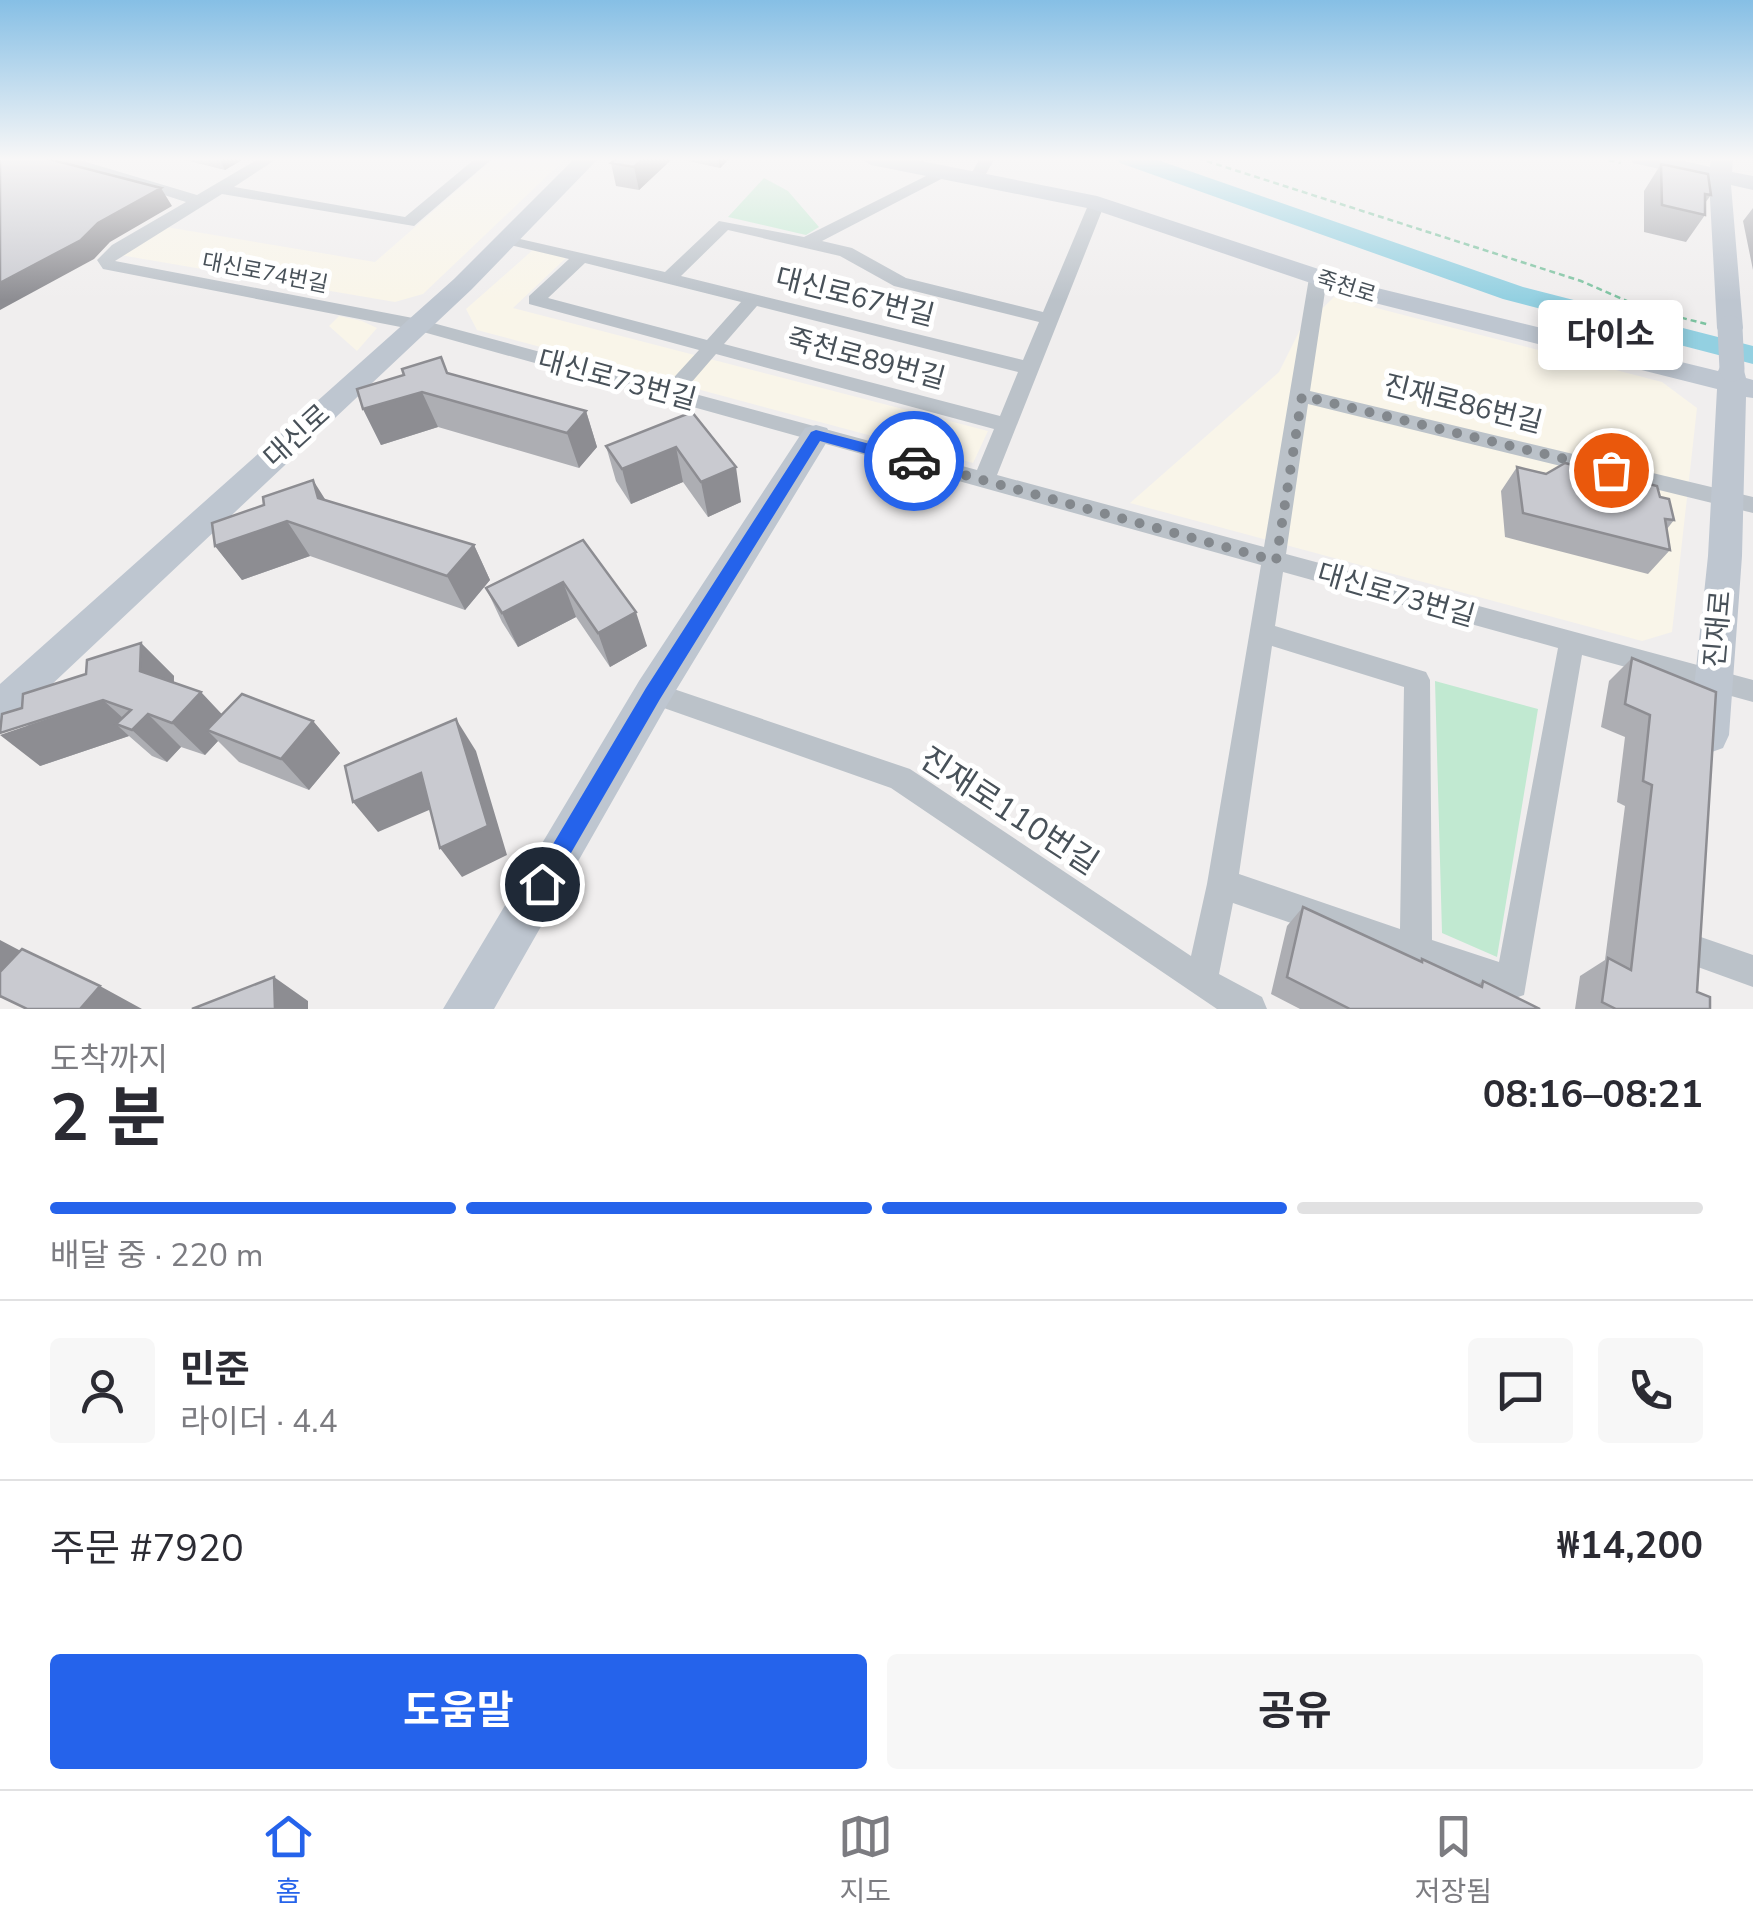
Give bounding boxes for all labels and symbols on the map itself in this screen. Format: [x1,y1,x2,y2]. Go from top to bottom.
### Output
street label: 대신로74번길 [200,246,330,300]
street label: 대신로67번길 [772,259,938,335]
street label: 죽천로 [1313,264,1379,310]
callout: 다이소 [1538,300,1684,370]
street label: 죽천로89번길 [783,320,949,398]
street label: 대신로73번길 [534,341,700,419]
street label: 진재로86번길 [1380,366,1546,442]
street label: 대신로 [256,396,338,476]
courier [864,411,964,511]
pin [1569,428,1654,513]
street label: 대신로73번길 [1313,554,1479,636]
street label: 진재로 [1696,589,1740,669]
street label: 진재로110번길 [911,737,1107,885]
pin [500,842,585,927]

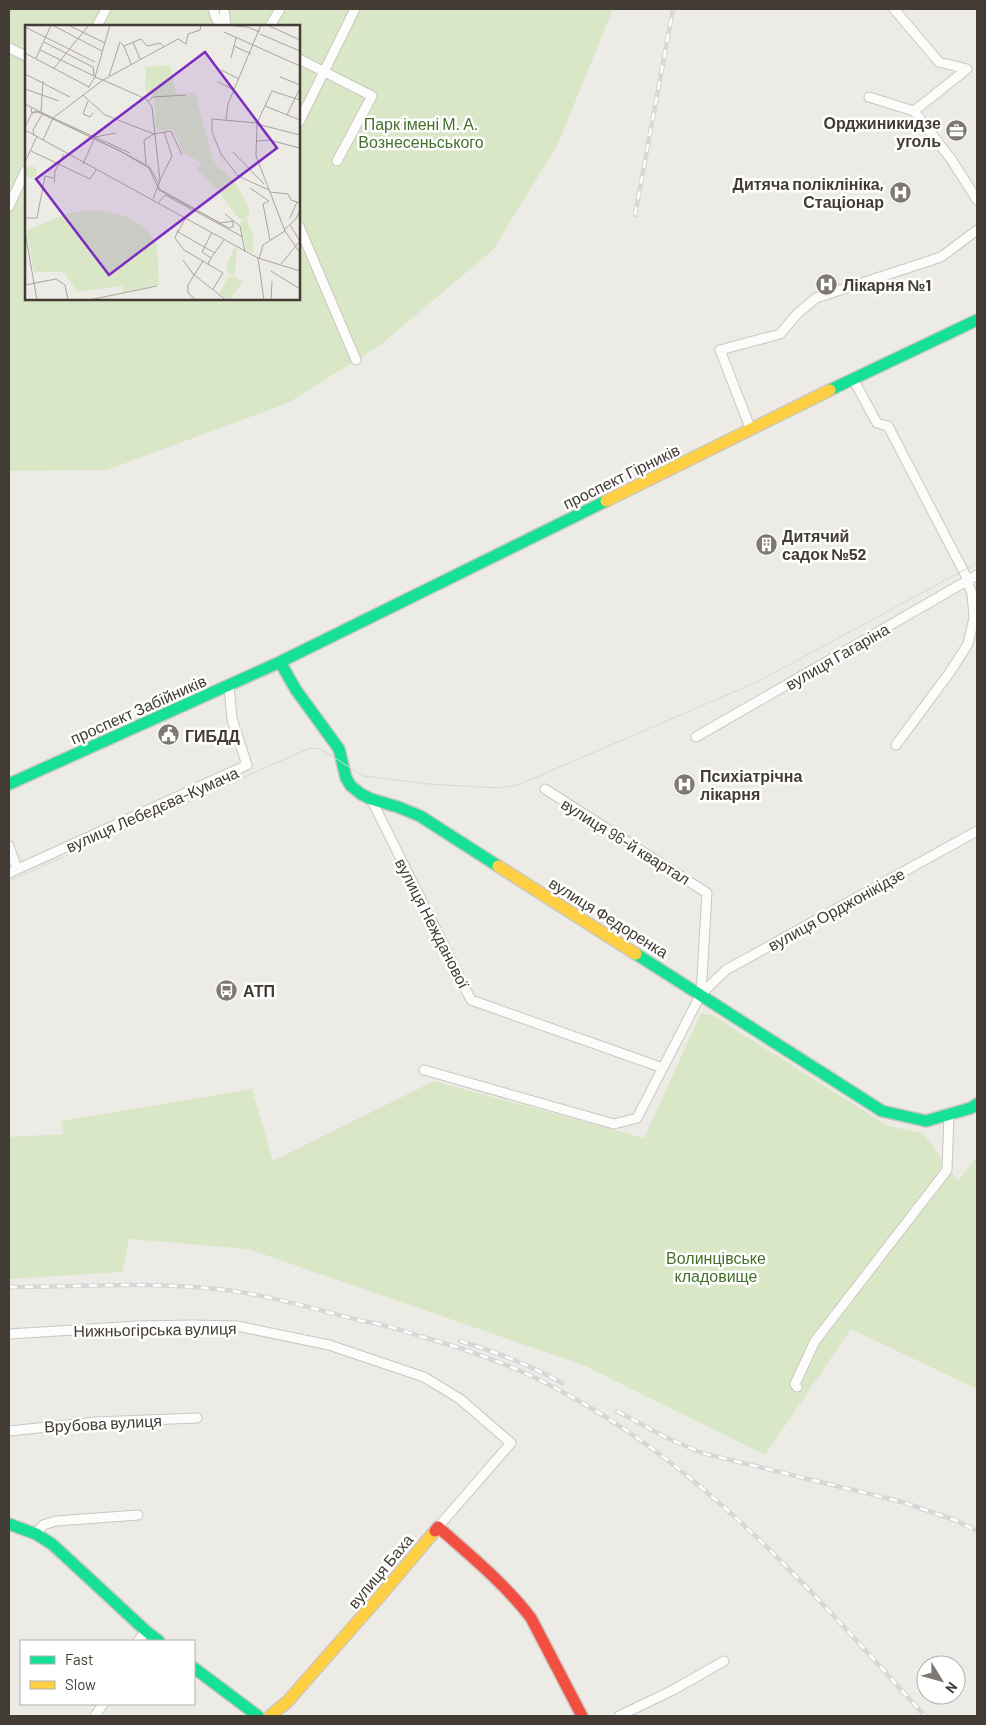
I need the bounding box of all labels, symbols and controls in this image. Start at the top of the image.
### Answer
inset map [25,25,300,300]
place label: Орджиникидзе уголь [824,113,941,150]
park label: Парк імені М. А. Вознесеньського [358,114,484,151]
office icon: Орджиникидзе уголь [945,119,969,143]
place label: Дитяча поліклініка, Стаціонар [732,174,884,211]
hospital icon: Дитяча поліклініка, Стаціонар [888,180,912,204]
hospital icon: Лікарня №1 [815,272,839,296]
place label: Лікарня №1 [843,275,931,294]
street label: проспект Гірників [559,439,683,513]
place label: Дитячий садок №52 [782,526,867,563]
building icon: Дитячий садок №52 [754,532,778,556]
street label: вулиця Гагаріна [782,619,892,693]
street label: проспект Забійників [67,670,209,748]
public building icon: ГИБДД [157,723,181,747]
place label: ГИБДД [185,726,240,745]
street label: вулиця Лебедєва-Кумача [63,762,241,856]
place label: Психіатрічна лікарня [700,766,802,803]
hospital icon: Психіатрічна лікарня [672,772,696,796]
street label: вулиця 96-й квартал [558,794,694,888]
street label: вулиця Нежданової [392,855,474,992]
street label: вулиця Орджонікідзе [764,863,908,954]
street label: вулиця Федоренка [546,873,672,961]
bus stop icon: АТП [215,978,239,1002]
place label: АТП [243,981,275,1000]
park label: Волинцівське кладовище [666,1248,766,1285]
street label: Нижньогірська вулиця [73,1318,237,1340]
street label: Врубова вулиця [44,1410,162,1436]
street label: вулиця Баха [343,1530,417,1612]
legend [20,1640,195,1705]
text: Fast [65,1650,93,1668]
north arrow [916,1655,966,1705]
text: Slow [65,1675,96,1693]
text: N [942,1679,961,1697]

# [THE PROBLEM]
Output every entry exactly. Pictures stay out.

# [REPLY]
Give bounding boxes for all labels and symbols on the map itself in this screen. Format: [x1,y1,x2,y2]. Go from top to bottom.
### Output
street label: 대신로74번길 [200,246,330,300]
street label: 대신로67번길 [772,259,938,335]
street label: 죽천로 [1313,264,1379,310]
callout: 다이소 [1538,300,1684,370]
street label: 죽천로89번길 [783,320,949,398]
street label: 대신로73번길 [534,341,700,419]
street label: 진재로86번길 [1380,366,1546,442]
street label: 대신로 [256,396,338,476]
courier [864,411,964,511]
pin [1569,428,1654,513]
street label: 대신로73번길 [1313,554,1479,636]
street label: 진재로 [1696,589,1740,669]
street label: 진재로110번길 [911,737,1107,885]
pin [500,842,585,927]

I need the bounding box of all labels, symbols and controls in this image. Start at the top of the image.
### Answer
inset map [25,25,300,300]
place label: Орджиникидзе уголь [824,113,941,150]
park label: Парк імені М. А. Вознесеньського [358,114,484,151]
office icon: Орджиникидзе уголь [945,119,969,143]
place label: Дитяча поліклініка, Стаціонар [732,174,884,211]
hospital icon: Дитяча поліклініка, Стаціонар [888,180,912,204]
hospital icon: Лікарня №1 [815,272,839,296]
place label: Лікарня №1 [843,275,931,294]
street label: проспект Гірників [559,439,683,513]
place label: Дитячий садок №52 [782,526,867,563]
building icon: Дитячий садок №52 [754,532,778,556]
street label: вулиця Гагаріна [782,619,892,693]
street label: проспект Забійників [67,670,209,748]
public building icon: ГИБДД [157,723,181,747]
place label: ГИБДД [185,726,240,745]
street label: вулиця Лебедєва-Кумача [63,762,241,856]
place label: Психіатрічна лікарня [700,766,802,803]
hospital icon: Психіатрічна лікарня [672,772,696,796]
street label: вулиця 96-й квартал [558,794,694,888]
street label: вулиця Нежданової [392,855,474,992]
street label: вулиця Орджонікідзе [764,863,908,954]
street label: вулиця Федоренка [546,873,672,961]
bus stop icon: АТП [215,978,239,1002]
place label: АТП [243,981,275,1000]
park label: Волинцівське кладовище [666,1248,766,1285]
street label: Нижньогірська вулиця [73,1318,237,1340]
street label: Врубова вулиця [44,1410,162,1436]
street label: вулиця Баха [343,1530,417,1612]
legend [20,1640,195,1705]
text: Fast [65,1650,93,1668]
north arrow [916,1655,966,1705]
text: Slow [65,1675,96,1693]
text: N [942,1679,961,1697]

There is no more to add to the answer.